Math problem (radical) √(4-2√2) The result should be radical, not simplified

This can't be simplified

Math problem (√ is root) Simplify a √ - 1 / A

-1 / a > 0, so a

A number has two square roots, a + 3 and 2a-15, It is known that the square root of 2m + 2 is positive and negative 4, and the square root of 3M + N + 1 is plus or minus 5. Find the value of M + 2n The first question is what is the number

The first problem: from a + 3 and 2a-15 as the two square roots of a number, | a + 3 | = | 2a-15 |, both sides of the equation are squared at the same time: the square of a + 6A + 9 = 4A - 60A + 225, that is, the square of 3A - 66A + 216 = 0, divided by 3, the square of a - 22a + 72 = 0, that is, (A-4) (A-18) = 0, can be solved to a = 4 or a = 18, when a = 4

Pythagorean theorem.

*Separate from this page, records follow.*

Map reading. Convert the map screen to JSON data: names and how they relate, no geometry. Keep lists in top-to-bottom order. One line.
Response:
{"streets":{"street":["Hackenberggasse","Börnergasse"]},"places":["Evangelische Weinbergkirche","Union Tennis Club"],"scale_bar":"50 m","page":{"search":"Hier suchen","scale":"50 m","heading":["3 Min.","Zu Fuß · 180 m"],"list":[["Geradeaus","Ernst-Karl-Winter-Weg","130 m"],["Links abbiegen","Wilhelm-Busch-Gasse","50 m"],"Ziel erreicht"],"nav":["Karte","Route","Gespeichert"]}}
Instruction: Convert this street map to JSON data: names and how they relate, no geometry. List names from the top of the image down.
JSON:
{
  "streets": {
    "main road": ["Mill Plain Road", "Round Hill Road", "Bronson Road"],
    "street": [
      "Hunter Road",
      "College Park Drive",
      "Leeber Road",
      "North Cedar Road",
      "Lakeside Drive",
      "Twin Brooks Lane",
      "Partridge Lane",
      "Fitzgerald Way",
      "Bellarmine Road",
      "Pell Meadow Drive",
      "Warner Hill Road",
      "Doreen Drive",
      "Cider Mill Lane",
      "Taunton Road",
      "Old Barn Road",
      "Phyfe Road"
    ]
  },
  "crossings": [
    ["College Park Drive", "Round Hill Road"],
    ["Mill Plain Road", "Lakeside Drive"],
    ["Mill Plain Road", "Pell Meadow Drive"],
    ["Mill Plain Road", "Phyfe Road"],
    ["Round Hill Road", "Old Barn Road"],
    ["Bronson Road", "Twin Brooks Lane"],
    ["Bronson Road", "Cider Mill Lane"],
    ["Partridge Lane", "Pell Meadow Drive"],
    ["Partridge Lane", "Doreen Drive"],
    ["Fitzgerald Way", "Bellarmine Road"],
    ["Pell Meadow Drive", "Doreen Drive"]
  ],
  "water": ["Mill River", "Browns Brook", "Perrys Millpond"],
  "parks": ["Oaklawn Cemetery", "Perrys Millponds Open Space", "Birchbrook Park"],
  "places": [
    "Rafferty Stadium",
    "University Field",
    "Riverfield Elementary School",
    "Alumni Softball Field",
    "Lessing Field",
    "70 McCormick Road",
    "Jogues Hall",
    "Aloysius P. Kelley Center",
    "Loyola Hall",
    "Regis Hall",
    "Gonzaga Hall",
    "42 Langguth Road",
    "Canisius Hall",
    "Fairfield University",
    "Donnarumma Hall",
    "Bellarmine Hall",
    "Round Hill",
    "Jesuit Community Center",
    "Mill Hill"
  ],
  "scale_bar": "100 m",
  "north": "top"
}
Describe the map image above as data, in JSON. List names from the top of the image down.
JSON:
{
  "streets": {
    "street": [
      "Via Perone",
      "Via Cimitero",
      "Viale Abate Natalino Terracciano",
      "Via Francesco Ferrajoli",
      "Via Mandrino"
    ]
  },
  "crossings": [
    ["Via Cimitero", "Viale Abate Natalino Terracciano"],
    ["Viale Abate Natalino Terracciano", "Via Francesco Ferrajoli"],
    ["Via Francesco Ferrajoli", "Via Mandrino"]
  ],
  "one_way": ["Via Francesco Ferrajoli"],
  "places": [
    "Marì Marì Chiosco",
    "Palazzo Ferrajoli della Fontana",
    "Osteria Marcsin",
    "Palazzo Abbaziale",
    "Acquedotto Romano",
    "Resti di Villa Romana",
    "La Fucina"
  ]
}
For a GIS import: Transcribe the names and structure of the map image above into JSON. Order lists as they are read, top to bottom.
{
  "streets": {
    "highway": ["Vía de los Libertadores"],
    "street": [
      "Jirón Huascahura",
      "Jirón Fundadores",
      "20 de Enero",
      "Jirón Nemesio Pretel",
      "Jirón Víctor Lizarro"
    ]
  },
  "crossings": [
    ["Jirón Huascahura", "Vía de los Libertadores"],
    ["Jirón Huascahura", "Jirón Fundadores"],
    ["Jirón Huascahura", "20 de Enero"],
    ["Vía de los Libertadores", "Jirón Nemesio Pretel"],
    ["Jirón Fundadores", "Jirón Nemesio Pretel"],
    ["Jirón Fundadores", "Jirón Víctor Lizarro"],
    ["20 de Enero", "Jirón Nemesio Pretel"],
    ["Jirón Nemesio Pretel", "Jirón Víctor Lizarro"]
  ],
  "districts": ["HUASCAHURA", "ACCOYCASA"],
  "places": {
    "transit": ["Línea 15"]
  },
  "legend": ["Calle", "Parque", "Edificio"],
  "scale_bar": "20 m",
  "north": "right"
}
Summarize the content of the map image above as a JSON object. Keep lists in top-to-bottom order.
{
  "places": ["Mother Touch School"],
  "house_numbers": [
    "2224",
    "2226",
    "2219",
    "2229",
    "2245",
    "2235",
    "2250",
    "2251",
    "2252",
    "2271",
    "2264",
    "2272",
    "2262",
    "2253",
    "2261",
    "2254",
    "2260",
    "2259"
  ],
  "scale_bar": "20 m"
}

Radical 1. A square ladder is 25m long, leaning against a wall, the bottom of the ladder is 7m away from the wall, and the top of the ladder is 24m away from the ground. (1) if the top of the ladder falls by 4m, then the bottom of the ladder slides in the horizontal direction for several meters, How high was the top of the ladder from the ground 2. Calculation. 6 - √ 3 / 2 - 2 √ 2 / 3 3. Given x + y = 5, xy = 3, find the value of √ y of X + √ X of Y The day after tomorrow, the teacher doesn't understand ._________ _________ 2. Calculation. 6 - √ 3 / 2 - 2 √ 2 / 3 _______ _______ 3. Given x + y = 5, xy = 3, find the value of √ y of X + √ X of Y -I have used this equation to calculate x = 0. Because 24? 2 + 7? 2 = 25 -2. I think I can calculate, but I always think it's not right. Can you give me an answer? Think for yourself -I'm not going to be one of those equations

1. Set the sliding speed x M
Pythagorean theorem (24-x) ^ 2 + (7 + x) ^ 2 = 25 ^ 2
The solution is x = 0 or 17
So the 17 meter drop was established
2. Calculation. 6 - √ 3 / 2-2 √ 2 / 3 = 6-7 root sign 6 / 6
_______ _______
3. Given x + y = 5, xy = 3, find the value of √ y of X + √ X of Y
√ X in y + √ y in x = radical (XY) * (1 / y + 1 / x)
=Root sign (XY) * (x + Y /) / (XY) = radical 3 * 5 / 3 = (5 radical 3) / 3

1. (3 + root 5) 1 2. Root 3 + 3 / 3 root 3 times 2-2 root sign 2 3. Minus one-third root sign 60 divided by three-quarters root sign one hundred and twenty-five 4. Root sign (a + b) + root sign (a-b), root sign (a + b) - root sign (a-b)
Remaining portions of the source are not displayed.